Even the “bad guys” have some appeal, the result of Reding’s intuitive decision to paint full portraits, not caricatures. Lori Arnold, sister of actor Tom Arnold, began selling “biker dope” imported from a Long Beach motorcycle gang and quickly became one of eastern Iowa’s top “crank” dealers. She left the biker connection for Mexican traffickers and eventually built her own labs, a perfect example of vertical integration. The fruits of her illicit labor were plenty. Arnold bought a bar, a massive house and a fleet of cars -- an empire of meth that eventually landed Arnold in federal prison.

Two of Reding’s most gripping stories involve addicts. “Major” once was part of a neo-Nazi gang, and he is torn by guilt over the likelihood that his toddler son may have suffered developmental damage from his and his girlfriend’s meth use while she was pregnant.

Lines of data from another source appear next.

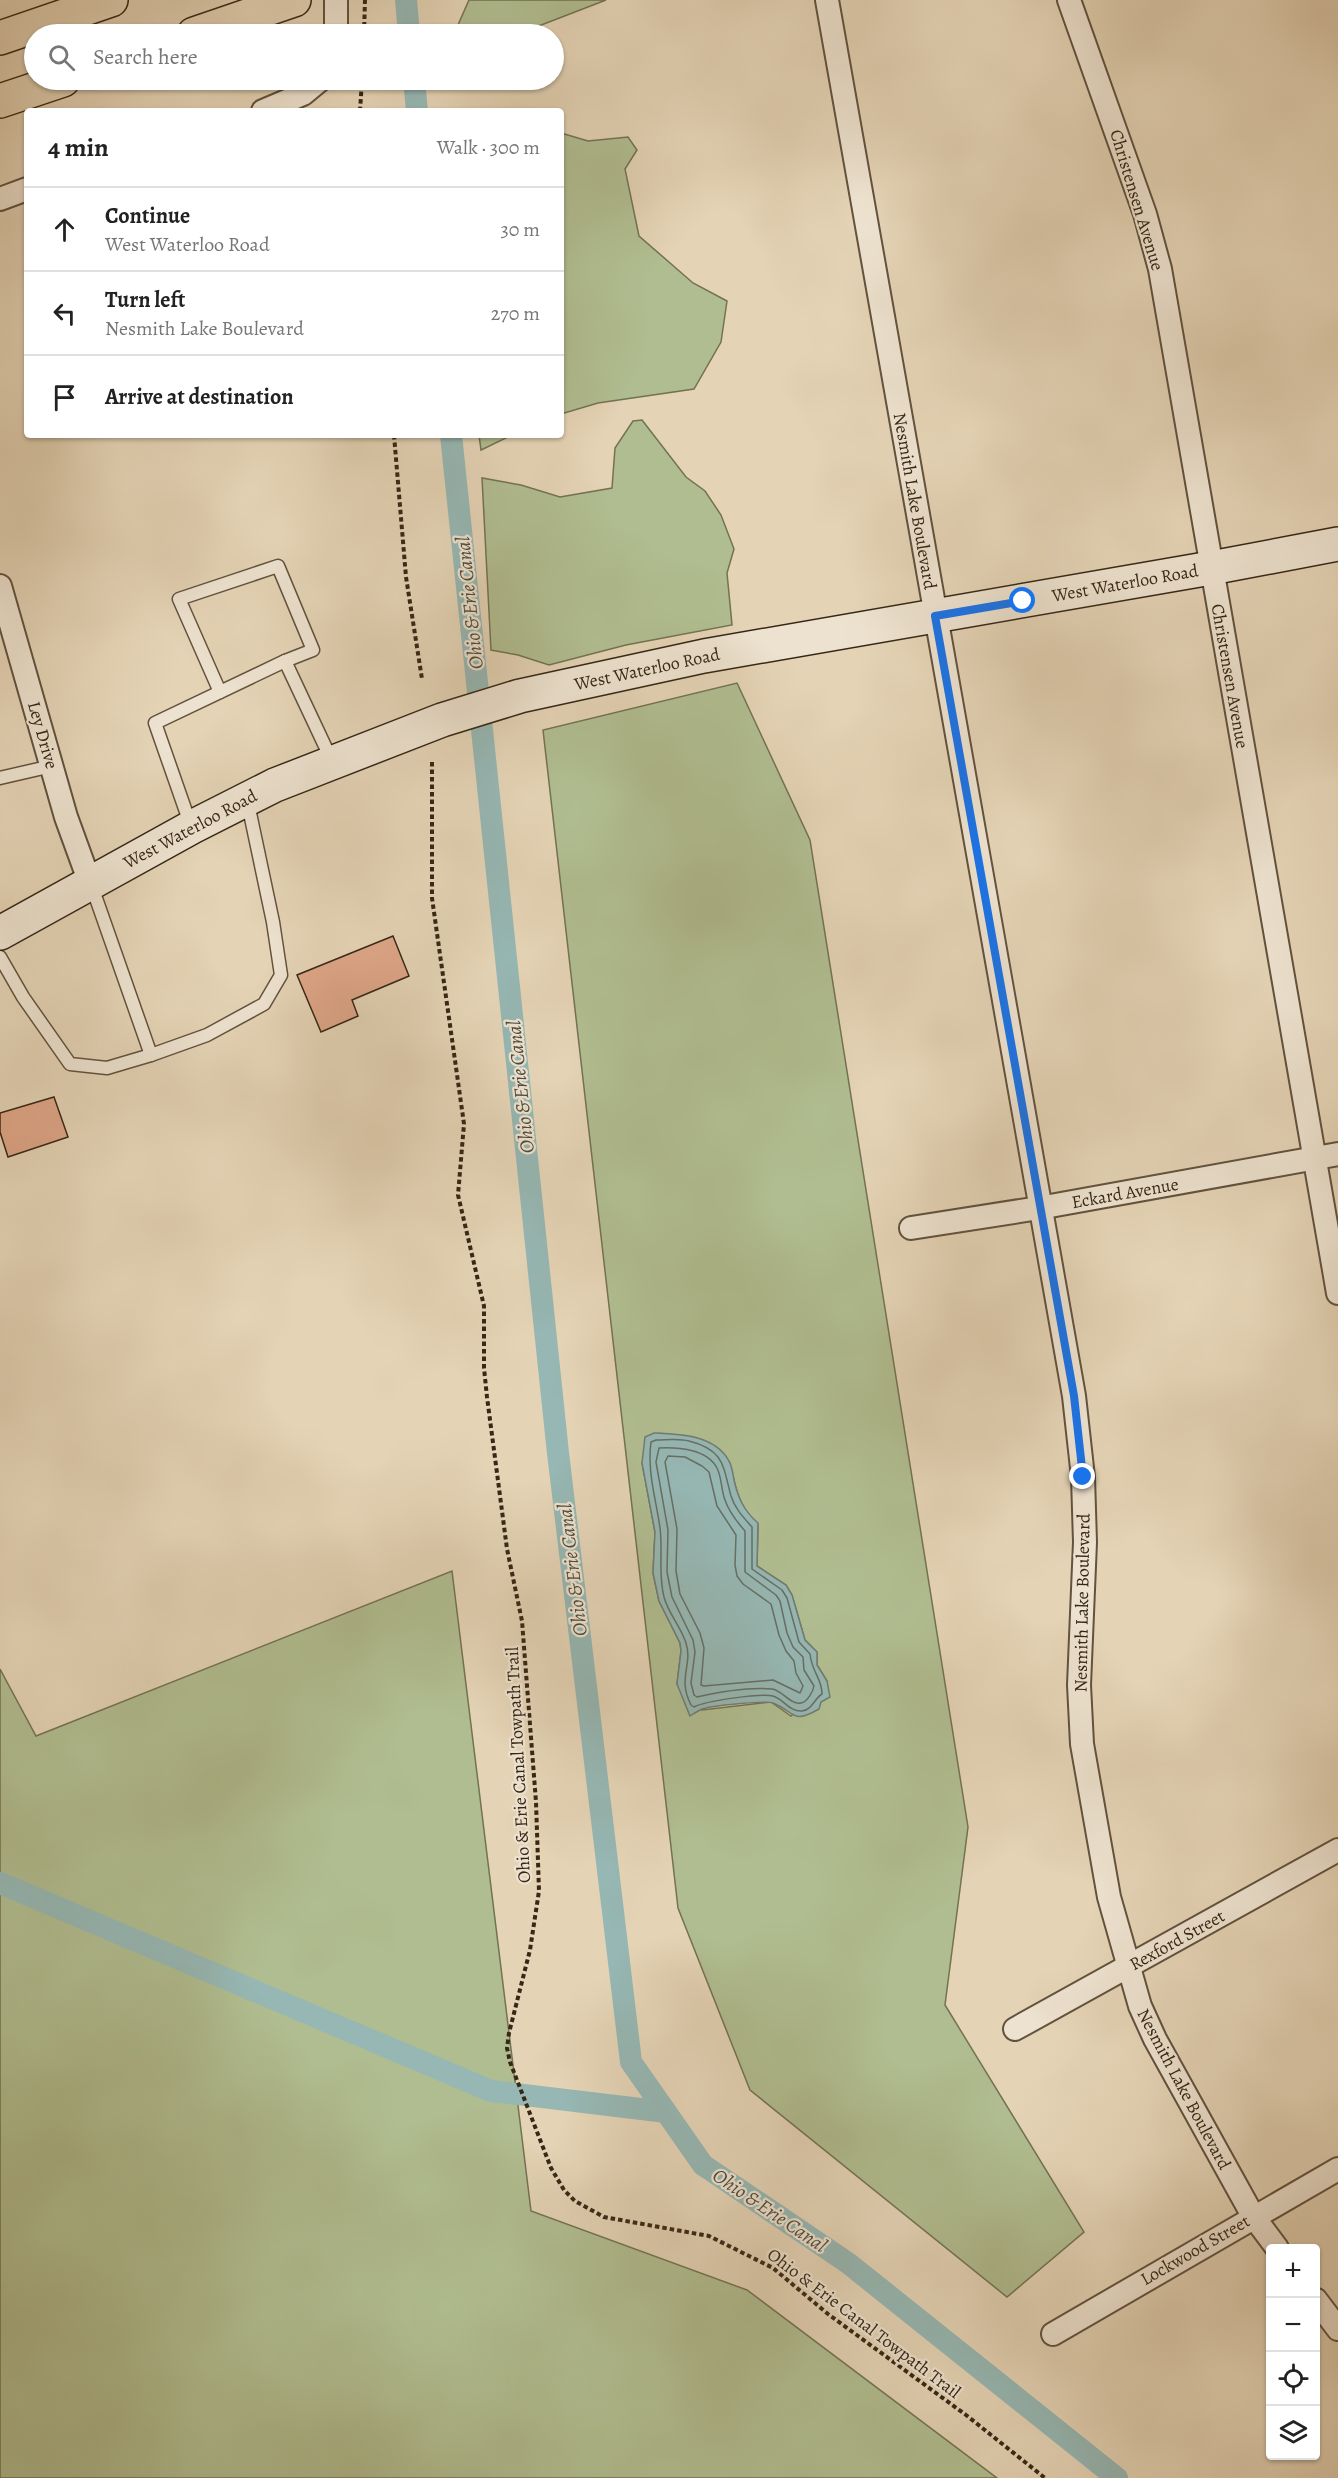 <!DOCTYPE html>
<meta charset="utf-8">
<style>
:root{--surface:#fff;--page:#f2f2f2;--text:#222;--muted:#767676;--line:#e0e0e0}
body{margin:0;font-family:Alegreya,serif;background:var(--page);color:var(--text)}
.controls{position:absolute;right:18px;bottom:18px;display:grid;overflow:hidden;border-radius:6px;box-shadow:0 2px 4px #0004}
.controls button{width:54px;height:54px;display:grid;place-items:center;padding:0;border:0;border-bottom:2px solid var(--line);background:var(--surface);color:var(--text);font:30px sans-serif}
.stop{position:absolute;width:18px;height:18px;margin:-14px;border:4px solid #1a73e8;border-radius:50%;background:#fff}
.stop.end{background:#1a73e8;border-color:#fff;box-shadow:0 2px 6px #0008}
.list{margin:0;padding:0;list-style:none}
h2{display:flex;justify-content:space-between;align-items:center;height:78px;margin:0;padding:0 24px;font-size:26px}
h2 small{font-size:20px;font-weight:400;color:var(--muted)}
.list li{display:grid;grid-template-columns:39px 1fr auto;gap:18px;align-items:center;box-sizing:border-box;height:84px;padding:0 24px;border-top:2px solid var(--line)}
.list b{display:block;font-size:22px;white-space:nowrap}
.list p{margin:0;font-size:20px;white-space:nowrap;color:var(--muted)}
.list em{font-size:20px;font-style:normal;color:var(--muted)}
.icon{flex:none;width:33px;height:33px;fill:none;stroke:currentColor;stroke-width:2;stroke-linecap:round;stroke-linejoin:round}
.map{position:relative;flex:none;width:1338px;height:2478px;overflow:hidden}
.search{position:absolute;background:var(--surface);box-shadow:0 2px 4px #0004;left:24px;top:24px;width:540px;height:66px;display:flex;align-items:center;gap:15px;box-sizing:border-box;padding:0 21px;border-radius:33px;color:var(--muted);font-size:22px}
.panel{position:absolute;background:var(--surface);box-shadow:0 2px 4px #0004;left:24px;top:108px;width:540px;height:330px;border-radius:6px}
.map>svg:first-child{display:block}
.green{fill:#b0bd90;stroke:#737253;stroke-width:1.5;fill-rule:evenodd}
.water{fill:#96b7b3;stroke:#707d74;stroke-width:1.5}
.lines{fill:none;stroke-linecap:round;stroke-linejoin:round}
.shore{stroke:#666f64;stroke-width:1.5}
.canal{stroke:#96b7b3;stroke-width:22}
.building{fill:#dea688;stroke:#362716;stroke-width:1.5}
.service-casing{stroke:#62523e;stroke-width:15}
.minor-casing{stroke:#62523e;stroke-width:26}
.secondary-casing{stroke:#362716;stroke-width:36}
.motorway-casing{stroke:#362716;stroke-width:36}
.path{stroke:#362716;stroke-width:4;stroke-dasharray:4.5 3;stroke-linecap:butt}
.service{stroke:#ede2cf;stroke-width:12}
.minor{stroke:#ede2cf;stroke-width:22}
.secondary{stroke:#ede2cf;stroke-width:33}
.motorway{stroke:#e4d3b5;stroke-width:33}
.route{stroke:#1a73e8;stroke-width:8}
.labels{text-anchor:middle;stroke-width:4.5;stroke-linejoin:round;paint-order:stroke}
.street-label{font-size:18px;fill:#362716;stroke:#ede2cf}
.water-label{font-size:20px;font-style:italic;fill:#4e4b3d;stroke:#ede2cf}
</style>
<div class="map">
<svg width="1338" height="2478" viewBox="0 0 1338 2478">
<rect width="100%" height="100%" fill="#e4d3b5"/>
<filter id="stains"><feTurbulence type="fractalNoise" baseFrequency=".00333" numOctaves="4"/><feColorMatrix values="0 0 0 0 .2 0 0 0 0 .09 0 0 0 0 .02 0 0 0 .5 -.17"/></filter>
<radialGradient id="worn" r=".72"><stop offset=".6" stop-color="#630" stop-opacity="0"/><stop offset="1" stop-color="#630" stop-opacity=".3"/></radialGradient>
<g class="green">
<path d="M469,0h137l-88,34h-64z"/>
<path d="M561,133l27,8 40,-4 9,13 -12,19 14,67 54,47 34,18 -6,41 -27,47 -96,14 -37,11z"/>
<path d="M642,420l44,57 19,14 16,24 13,34 -7,24 5,52 -106,20 -77,20 -31,-10 -27,-5 -9,-172 39,7 39,12 52,-9 3,-40 18,-27z"/>
<path d="M479,435h33l-31,15z"/>
<path d="M737,683l73,157 158,987 -23,178 139,227 -77,65 -257,-207 -72,-182 -135,-1178zM642,1463l91,13c4,19 9,34 25,48l-1,42 29,19 6,10 13,45 12,12v13l10,16 -36,35 -20,-14 -69,8 -25,-26 4,-33 -1,-8 -21,-42 -6,-28 2,-41z"/>
<path d="M452,1571l79,640 216,79 250,188h-997v-809l36,67z"/>
</g>
<path class="water" d="M654,1433c26,1 61,2 75,28 3,5 4,13 5,19 4,18 10,31 24,43l-1,43 29,19 6,10 13,45 12,12v13l10,16 3,16 -9,5 -2,7c-28,16 -23,3 -46,-6 -7,-3 -62,3 -71,6 -4,2 -9,5 -12,7l-13,-32 4,-33 -1,-8 -21,-42 -6,-28 2,-41 -13,-69 3,-26z"/>
<g class="lines">
<g class="shore">
<path d="M656,1440c10,0 23,-2 33,1 36,9 34,26 42,55 4,13 13,22 21,31v42l30,21 5,8 12,44 11,12c2,19 12,24 12,40 -8,5 -10,16 -20,17 -13,1 -18,-12 -29,-15 -13,-3 -68,5 -79,11l-3,-2c-14,-27 2,-40 -5,-62 -5,-16 -18,-30 -22,-46 -6,-23 -1,-45 -4,-69 -4,-29 -13,-56 -9,-86z"/>
<path d="M659,1448c19,-1 48,1 58,20 5,10 4,22 8,32 4,12 12,22 20,31v41l31,23 4,6 7,32 6,14 10,10 1,13 10,16c-1,6 -7,16 -13,17 -11,2 -19,-13 -29,-14 -22,-2 -53,3 -75,8l-3,-2 -3,-12 4,-31 -2,-12 -21,-43 -5,-25 1,-42 -12,-68z"/>
<path d="M668,1456l17,1 17,9 7,6 8,34 19,29 -1,30 2,11 6,8 28,20 8,31 7,16 8,10 2,12 7,13 -3,7 -27,-13 -69,6 -3,-1 3,-37 -4,-15 -20,-39 -4,-23 1,-42 -12,-67z"/>
</g>
<g class="canal">
<path d="M406,0l3,34"/>
<path d="M414,80l3,31"/>
<path d="M451,435l107,1018 73,609 72,103 145,98 269,215"/>
<path d="M0,1883l491,208 175,21"/>
</g>
</g>
<g class="building">
<path d="M393,936l16,40 -57,24 6,16 -37,16 -24,-57z"/>
<path d="M54,1097l14,40 -60,20 -8,-25v-19z"/>
</g>
<g class="lines">
<g class="service-casing">
<g id="service">
<path d="M220,692l-41,-93 99,-33 35,84 -28,11"/>
<path d="M0,778l52,-12"/>
<path d="M191,826l-36,-103 130,-62 47,100"/>
<path d="M91,884l60,171"/>
<path d="M0,957l23,40 47,67 37,4 44,-13 56,-20 57,-31 17,-29 -8,-53 -26,-123"/>
</g>
</g>
<g class="minor-casing">
<g id="minor">
<path d="M336,0v34"/>
<path d="M827,0l247,1396 9,81 2,65 -6,143 3,59 27,153 31,109 15,33 98,177 24,32"/>
<path d="M1069,0l76,214 15,55 178,1024"/>
<path d="M263,111l40,-17 17,-14"/>
<path d="M0,199l27,-10"/>
<path d="M0,586l66,231 24,66"/>
<path d="M911,1228l128,-20 299,-54"/>
<path d="M1015,2029l323,-179"/>
<path d="M1316,2300l22,29"/>
<path d="M1053,2334l285,-165"/>
</g>
</g>
<g class="secondary-casing">
<path id="secondary" d="M0,933l192,-106 83,-42 167,-65 78,-24 184,-40 507,-88 127,-24"/>
</g>
<g class="motorway-casing">
<g id="motorway">
<path d="M194,34l100,-34"/>
<path d="M0,38l111,-38"/>
<path d="M0,101l63,-21"/>
</g>
</g>
<g class="path">
<path d="M364,34l1,-34"/>
<path d="M360,111l2,-31"/>
<path d="M394,435l12,142 16,102"/>
<path d="M432,762v136l32,226 -6,71 26,111v62l3,29 20,152 15,72 14,181 3,89 -9,59 -21,83 -2,15 3,14 41,106 13,22 11,11 29,16 105,19 64,32 55,46 138,101 79,63"/>
</g>
<use href="#service" class="service"/>
<use href="#minor" class="minor"/>
<use href="#secondary" class="secondary"/>
<use href="#motorway" class="motorway"/>
</g>
<g class="lines">
<path class="route" d="M1023,601l-88,15 139,780 9,81"/>
</g>
<g class="labels">
<g class="street-label">
<text transform="translate(1137 200) rotate(73)" y="6">Christensen Avenue</text>
<text transform="translate(915 501) rotate(80)" y="6">Nesmith Lake Boulevard</text>
<text transform="translate(1125 583) rotate(-10)" y="6">West Waterloo Road</text>
<text transform="translate(647 669) rotate(-12)" y="6">West Waterloo Road</text>
<text transform="translate(1230 676) rotate(80)" y="6">Christensen Avenue</text>
<text transform="translate(43 735) rotate(74)" y="6">Ley Drive</text>
<text transform="translate(190 829) rotate(-28)" y="6">West Waterloo Road</text>
<text transform="translate(1125 1193) rotate(-10)" y="6">Eckard Avenue</text>
<text transform="translate(1082 1603) rotate(-89)" y="6">Nesmith Lake Boulevard</text>
<text transform="translate(518 1765) rotate(-93)" y="6">Ohio &amp; Erie Canal Towpath Trail</text>
<text transform="translate(1177 1940) rotate(-29)" y="6">Rexford Street</text>
<text transform="translate(1184 2089) rotate(62)" y="6">Nesmith Lake Boulevard</text>
<text transform="translate(1195 2250) rotate(-30)" y="6">Lockwood Street</text>
<text transform="translate(864 2323) rotate(37)" y="6">Ohio &amp; Erie Canal Towpath Trail</text>
</g>
<g class="water-label">
<text transform="translate(469 603) rotate(-96)" y="7">Ohio &amp; Erie Canal</text>
<text transform="translate(520 1087) rotate(-96)" y="7">Ohio &amp; Erie Canal</text>
<text transform="translate(572 1570) rotate(-97)" y="7">Ohio &amp; Erie Canal</text>
<text transform="translate(770 2210) rotate(34)" y="7">Ohio &amp; Erie Canal</text>
</g>
</g>
<rect width="100%" height="100%" filter="url(#stains)"/>
<rect width="100%" height="100%" fill="url(#worn)"/>
</svg>
<div class="controls">
<button>+</button>
<button>−</button>
<button><svg class="icon" aria-label="locate" viewBox="0 0 24 24"><circle cx="12" cy="12" r="6"/><path d="M12 2v4M12 18v4M2 12h4M18 12h4"/></svg></button>
<button><svg class="icon" aria-label="layers" viewBox="0 0 24 24"><path d="M12 4l9 5-9 5-9-5zM3 14l9 5 9-5"/></svg></button>
</div>
<div class="stop" style="left:1023px;top:601px"></div>
<div class="stop end" style="left:1083px;top:1477px"></div>
<div class="search"><svg class="icon" aria-label="search" viewBox="0 0 24 24"><circle cx="10" cy="10" r="6"/><path d="M15 15l6 6"/></svg>Search here</div>
<section class="panel">
<h2>4 min<small>Walk · 300 m</small></h2>
<ul class="list">
<li><svg class="icon" aria-label="ahead" viewBox="0 0 24 24"><path d="M12 20V5M6 11l6-6 6 6"/></svg><div><b>Continue</b><p>West Waterloo Road</p></div><em>30 m</em></li>
<li><svg class="icon" aria-label="left" viewBox="0 0 24 24"><path d="M17 20v-9H6M10 6l-5 5 5 5"/></svg><div><b>Turn left</b><p>Nesmith Lake Boulevard</p></div><em>270 m</em></li>
<li><svg class="icon" aria-label="arrive" viewBox="0 0 24 24"><path d="M6 21V4h12l-3 4 3 4H6"/></svg><div><b>Arrive at destination</b></div></li>
</ul>
</section>
</div>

The other is Roland Jarvis, whose local claim to fame was blowing up his mother’s house in 2001 while cooking up a batch of meth. The fireball caught him as well, melting his face and hands. Reding describes visiting Jarvis, still using meth, in his mother’s darkened living room in 2005:

“Visible in the semidarkness were fine bones and bright, shining blue eyes around which Jarvis’ skin had liquefied and reset in swirls. He rubbed at where his nose had been and coughed violently. Jarvis had just smoked a hit of meth by holding the glass pipe with his rotted teeth” and somehow maneuvering the lighter with the nubs that were once his fingers.

Jarvis -- about to head back to jail, along with his 60-year-old mother, on drug-paraphernalia possession charges -- had become a “Boo Radley” figure, spending his days out of sight and watching TV. The last time he ventured out to his old bar hangout someone had belted him to see “what it was like to slug a man with no nose.” “That,” Jarvis tells Reding, “kind of put a damper on my Saturday night fever.”

Advertisement

This is where the power of “Methland” lies. Reding neither romanticizes nor moralizes. Instead, he opens a window onto a disturbing landscape that we might not want to see, but that we can’t avoid.

--

Martelle, an Irvine-based journalist, is the author of “Blood Passion: The Ludlow Massacre and Class War in the American West.”